:: AIM OF THE EXERCISE ::
Below are some entries. Copy each line in them that holds "place".
** Opening DATASET ENTRIES block **
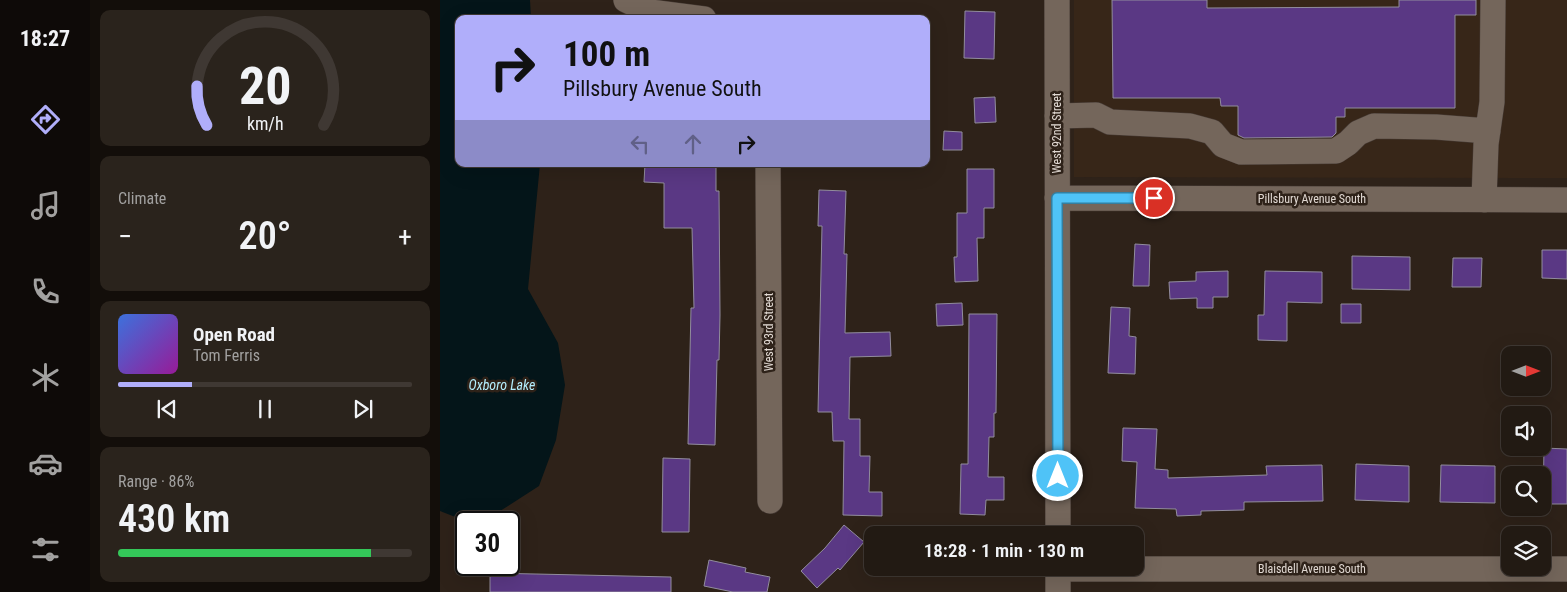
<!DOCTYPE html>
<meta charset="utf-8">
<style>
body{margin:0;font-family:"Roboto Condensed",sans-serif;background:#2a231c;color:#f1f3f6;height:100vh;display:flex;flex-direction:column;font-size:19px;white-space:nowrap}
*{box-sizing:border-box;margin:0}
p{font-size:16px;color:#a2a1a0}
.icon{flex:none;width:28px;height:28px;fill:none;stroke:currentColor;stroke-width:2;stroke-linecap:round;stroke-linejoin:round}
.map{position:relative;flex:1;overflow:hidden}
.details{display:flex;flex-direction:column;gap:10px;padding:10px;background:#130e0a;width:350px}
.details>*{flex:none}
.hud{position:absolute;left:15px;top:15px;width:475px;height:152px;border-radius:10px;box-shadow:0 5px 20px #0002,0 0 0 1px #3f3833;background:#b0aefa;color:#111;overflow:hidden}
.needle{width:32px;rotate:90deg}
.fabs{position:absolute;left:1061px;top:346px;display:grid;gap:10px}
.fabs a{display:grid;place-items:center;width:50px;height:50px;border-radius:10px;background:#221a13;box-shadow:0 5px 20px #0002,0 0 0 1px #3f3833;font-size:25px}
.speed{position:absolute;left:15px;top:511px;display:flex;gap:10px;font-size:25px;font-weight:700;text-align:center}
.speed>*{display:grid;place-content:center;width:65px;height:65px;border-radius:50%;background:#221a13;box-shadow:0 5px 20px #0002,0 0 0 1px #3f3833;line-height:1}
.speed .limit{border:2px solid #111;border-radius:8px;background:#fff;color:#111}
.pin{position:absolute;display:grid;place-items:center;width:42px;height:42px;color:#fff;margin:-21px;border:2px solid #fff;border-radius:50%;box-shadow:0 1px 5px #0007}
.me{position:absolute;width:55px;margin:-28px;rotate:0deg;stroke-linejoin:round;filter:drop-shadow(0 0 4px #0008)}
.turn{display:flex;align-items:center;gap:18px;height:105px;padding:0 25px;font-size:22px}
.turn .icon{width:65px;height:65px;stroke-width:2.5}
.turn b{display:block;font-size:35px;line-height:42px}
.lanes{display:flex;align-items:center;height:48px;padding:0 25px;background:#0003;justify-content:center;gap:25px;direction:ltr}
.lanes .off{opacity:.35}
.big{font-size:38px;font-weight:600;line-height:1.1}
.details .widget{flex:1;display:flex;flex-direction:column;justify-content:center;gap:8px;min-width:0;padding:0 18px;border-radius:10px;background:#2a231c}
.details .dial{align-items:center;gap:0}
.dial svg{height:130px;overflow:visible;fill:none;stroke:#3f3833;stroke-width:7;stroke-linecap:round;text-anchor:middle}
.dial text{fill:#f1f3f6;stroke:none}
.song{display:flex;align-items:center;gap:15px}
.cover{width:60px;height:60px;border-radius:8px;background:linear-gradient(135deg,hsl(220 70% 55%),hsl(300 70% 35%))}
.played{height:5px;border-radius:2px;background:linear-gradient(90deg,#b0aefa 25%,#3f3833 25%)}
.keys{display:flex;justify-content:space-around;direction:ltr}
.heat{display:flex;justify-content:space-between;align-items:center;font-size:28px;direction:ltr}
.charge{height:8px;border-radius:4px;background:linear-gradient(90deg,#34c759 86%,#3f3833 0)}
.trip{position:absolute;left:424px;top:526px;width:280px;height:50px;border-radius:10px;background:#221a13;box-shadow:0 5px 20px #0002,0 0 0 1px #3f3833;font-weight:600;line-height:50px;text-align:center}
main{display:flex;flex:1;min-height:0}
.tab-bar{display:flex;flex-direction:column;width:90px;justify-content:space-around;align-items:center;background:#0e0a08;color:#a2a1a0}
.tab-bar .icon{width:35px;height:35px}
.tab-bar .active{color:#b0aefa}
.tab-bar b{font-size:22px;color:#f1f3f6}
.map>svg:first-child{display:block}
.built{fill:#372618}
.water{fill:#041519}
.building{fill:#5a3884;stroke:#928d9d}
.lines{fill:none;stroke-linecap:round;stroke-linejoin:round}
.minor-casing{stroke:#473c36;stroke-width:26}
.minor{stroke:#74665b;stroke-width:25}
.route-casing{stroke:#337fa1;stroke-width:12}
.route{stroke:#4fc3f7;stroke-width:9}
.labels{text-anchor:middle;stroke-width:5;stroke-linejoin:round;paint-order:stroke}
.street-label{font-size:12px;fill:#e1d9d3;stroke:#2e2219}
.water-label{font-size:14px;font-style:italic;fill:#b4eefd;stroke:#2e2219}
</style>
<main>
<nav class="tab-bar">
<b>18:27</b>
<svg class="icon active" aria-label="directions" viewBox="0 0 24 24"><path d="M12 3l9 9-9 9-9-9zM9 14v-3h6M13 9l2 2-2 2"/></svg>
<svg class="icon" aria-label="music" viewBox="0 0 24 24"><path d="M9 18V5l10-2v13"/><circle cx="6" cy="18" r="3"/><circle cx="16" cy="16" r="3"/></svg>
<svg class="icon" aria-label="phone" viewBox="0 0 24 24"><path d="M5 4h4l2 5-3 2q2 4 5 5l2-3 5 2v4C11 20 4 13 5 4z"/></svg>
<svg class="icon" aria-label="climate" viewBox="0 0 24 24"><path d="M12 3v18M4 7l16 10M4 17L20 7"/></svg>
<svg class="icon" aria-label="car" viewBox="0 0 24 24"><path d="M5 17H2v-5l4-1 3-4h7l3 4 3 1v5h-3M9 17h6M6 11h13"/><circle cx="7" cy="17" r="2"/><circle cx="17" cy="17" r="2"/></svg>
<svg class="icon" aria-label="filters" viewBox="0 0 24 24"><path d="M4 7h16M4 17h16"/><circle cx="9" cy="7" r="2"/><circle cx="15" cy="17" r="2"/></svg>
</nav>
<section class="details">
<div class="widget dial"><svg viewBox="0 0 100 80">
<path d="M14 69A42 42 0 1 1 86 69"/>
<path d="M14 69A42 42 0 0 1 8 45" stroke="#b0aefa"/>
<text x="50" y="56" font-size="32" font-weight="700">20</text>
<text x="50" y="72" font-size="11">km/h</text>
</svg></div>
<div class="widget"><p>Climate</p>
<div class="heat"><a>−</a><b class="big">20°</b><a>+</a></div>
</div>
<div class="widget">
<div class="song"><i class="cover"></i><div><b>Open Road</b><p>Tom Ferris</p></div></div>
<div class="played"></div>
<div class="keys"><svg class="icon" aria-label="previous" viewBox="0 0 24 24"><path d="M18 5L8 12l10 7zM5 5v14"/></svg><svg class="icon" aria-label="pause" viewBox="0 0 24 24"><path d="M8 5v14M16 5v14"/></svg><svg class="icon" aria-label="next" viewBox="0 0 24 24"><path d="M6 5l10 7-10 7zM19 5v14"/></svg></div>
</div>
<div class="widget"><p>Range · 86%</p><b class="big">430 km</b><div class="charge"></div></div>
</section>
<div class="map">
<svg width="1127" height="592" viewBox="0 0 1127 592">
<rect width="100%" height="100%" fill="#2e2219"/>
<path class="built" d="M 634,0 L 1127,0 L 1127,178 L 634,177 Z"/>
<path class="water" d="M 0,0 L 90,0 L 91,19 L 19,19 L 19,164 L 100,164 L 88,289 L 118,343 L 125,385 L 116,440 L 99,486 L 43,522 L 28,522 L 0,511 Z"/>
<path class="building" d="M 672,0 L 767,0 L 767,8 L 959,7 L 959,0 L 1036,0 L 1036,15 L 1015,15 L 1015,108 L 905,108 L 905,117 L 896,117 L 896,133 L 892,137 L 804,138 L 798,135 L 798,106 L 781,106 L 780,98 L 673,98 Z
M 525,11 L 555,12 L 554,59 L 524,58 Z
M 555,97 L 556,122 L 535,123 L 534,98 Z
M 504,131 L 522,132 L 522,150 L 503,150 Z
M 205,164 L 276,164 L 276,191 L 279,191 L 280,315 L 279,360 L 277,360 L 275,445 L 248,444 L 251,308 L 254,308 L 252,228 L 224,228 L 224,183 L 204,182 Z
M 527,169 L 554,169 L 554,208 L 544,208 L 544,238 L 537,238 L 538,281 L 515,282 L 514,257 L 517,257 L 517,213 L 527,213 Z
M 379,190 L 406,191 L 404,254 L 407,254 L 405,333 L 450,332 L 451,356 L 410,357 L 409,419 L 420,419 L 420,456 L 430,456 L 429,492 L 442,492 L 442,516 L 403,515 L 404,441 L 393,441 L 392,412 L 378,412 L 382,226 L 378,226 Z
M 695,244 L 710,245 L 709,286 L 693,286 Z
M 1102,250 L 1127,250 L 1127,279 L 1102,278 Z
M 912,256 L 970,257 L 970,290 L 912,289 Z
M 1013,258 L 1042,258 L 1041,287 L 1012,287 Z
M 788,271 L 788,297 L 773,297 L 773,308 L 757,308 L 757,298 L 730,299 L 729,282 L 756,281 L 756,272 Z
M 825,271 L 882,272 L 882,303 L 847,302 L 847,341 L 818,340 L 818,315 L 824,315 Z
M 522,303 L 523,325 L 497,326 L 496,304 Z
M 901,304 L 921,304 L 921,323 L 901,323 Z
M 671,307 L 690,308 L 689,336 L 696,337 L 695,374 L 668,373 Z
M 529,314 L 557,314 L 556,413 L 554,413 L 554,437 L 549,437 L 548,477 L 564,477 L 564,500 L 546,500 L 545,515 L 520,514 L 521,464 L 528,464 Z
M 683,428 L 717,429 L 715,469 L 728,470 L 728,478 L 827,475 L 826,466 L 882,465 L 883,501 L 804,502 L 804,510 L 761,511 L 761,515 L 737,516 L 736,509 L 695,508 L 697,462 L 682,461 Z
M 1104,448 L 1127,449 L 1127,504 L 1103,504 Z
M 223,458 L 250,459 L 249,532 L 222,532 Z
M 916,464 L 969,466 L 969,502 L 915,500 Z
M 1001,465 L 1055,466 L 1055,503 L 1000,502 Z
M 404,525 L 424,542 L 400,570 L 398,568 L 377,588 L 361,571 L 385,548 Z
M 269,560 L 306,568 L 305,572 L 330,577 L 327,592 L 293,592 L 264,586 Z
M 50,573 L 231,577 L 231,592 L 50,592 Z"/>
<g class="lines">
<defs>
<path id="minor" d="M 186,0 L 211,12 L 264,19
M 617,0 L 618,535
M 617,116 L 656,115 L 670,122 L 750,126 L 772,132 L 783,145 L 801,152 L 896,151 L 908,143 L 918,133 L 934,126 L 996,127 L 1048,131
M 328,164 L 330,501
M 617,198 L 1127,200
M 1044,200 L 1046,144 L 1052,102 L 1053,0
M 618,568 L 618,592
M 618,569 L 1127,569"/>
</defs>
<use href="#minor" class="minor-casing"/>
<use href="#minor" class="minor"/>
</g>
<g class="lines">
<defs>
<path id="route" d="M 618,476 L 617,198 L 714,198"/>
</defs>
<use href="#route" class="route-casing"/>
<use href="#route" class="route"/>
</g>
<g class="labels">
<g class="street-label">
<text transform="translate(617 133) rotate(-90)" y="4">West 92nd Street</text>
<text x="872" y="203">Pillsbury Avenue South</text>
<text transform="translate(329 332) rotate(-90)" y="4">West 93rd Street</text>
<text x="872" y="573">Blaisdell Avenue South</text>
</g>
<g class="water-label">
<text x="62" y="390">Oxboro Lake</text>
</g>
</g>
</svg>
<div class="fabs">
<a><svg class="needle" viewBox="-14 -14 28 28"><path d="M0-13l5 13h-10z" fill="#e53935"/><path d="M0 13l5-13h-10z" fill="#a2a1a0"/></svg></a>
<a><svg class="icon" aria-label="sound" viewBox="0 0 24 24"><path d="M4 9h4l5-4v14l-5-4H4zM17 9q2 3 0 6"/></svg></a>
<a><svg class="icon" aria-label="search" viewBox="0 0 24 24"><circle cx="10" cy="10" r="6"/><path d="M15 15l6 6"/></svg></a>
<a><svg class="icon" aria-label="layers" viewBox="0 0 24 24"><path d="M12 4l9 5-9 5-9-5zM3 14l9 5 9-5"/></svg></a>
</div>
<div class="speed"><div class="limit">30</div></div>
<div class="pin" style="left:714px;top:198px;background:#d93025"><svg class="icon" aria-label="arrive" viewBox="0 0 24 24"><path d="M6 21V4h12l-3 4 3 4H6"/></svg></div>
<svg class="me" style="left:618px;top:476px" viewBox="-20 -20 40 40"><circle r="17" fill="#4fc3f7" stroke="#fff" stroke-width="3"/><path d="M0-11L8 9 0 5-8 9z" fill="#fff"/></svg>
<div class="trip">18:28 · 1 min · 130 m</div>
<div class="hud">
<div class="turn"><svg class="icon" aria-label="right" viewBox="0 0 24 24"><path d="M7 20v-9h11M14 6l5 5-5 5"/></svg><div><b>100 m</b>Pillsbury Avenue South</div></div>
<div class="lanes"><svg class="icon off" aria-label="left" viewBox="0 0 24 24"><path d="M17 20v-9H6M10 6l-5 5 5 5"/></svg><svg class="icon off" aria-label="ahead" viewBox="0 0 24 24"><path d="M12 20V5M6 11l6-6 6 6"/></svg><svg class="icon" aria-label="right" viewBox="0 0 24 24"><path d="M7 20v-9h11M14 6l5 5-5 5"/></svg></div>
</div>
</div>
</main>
** Closing DATASET ENTRIES block **
:: COMPLETED EXERCISE ::
.fabs a{display:grid;place-items:center;width:50px;height:50px;border-radius:10px;background:#221a13;box-shadow:0 5px 20px #0002,0 0 0 1px #3f3833;font-size:25px}
.speed>*{display:grid;place-content:center;width:65px;height:65px;border-radius:50%;background:#221a13;box-shadow:0 5px 20px #0002,0 0 0 1px #3f3833;line-height:1}
.pin{position:absolute;display:grid;place-items:center;width:42px;height:42px;color:#fff;margin:-21px;border:2px solid #fff;border-radius:50%;box-shadow:0 1px 5px #0007}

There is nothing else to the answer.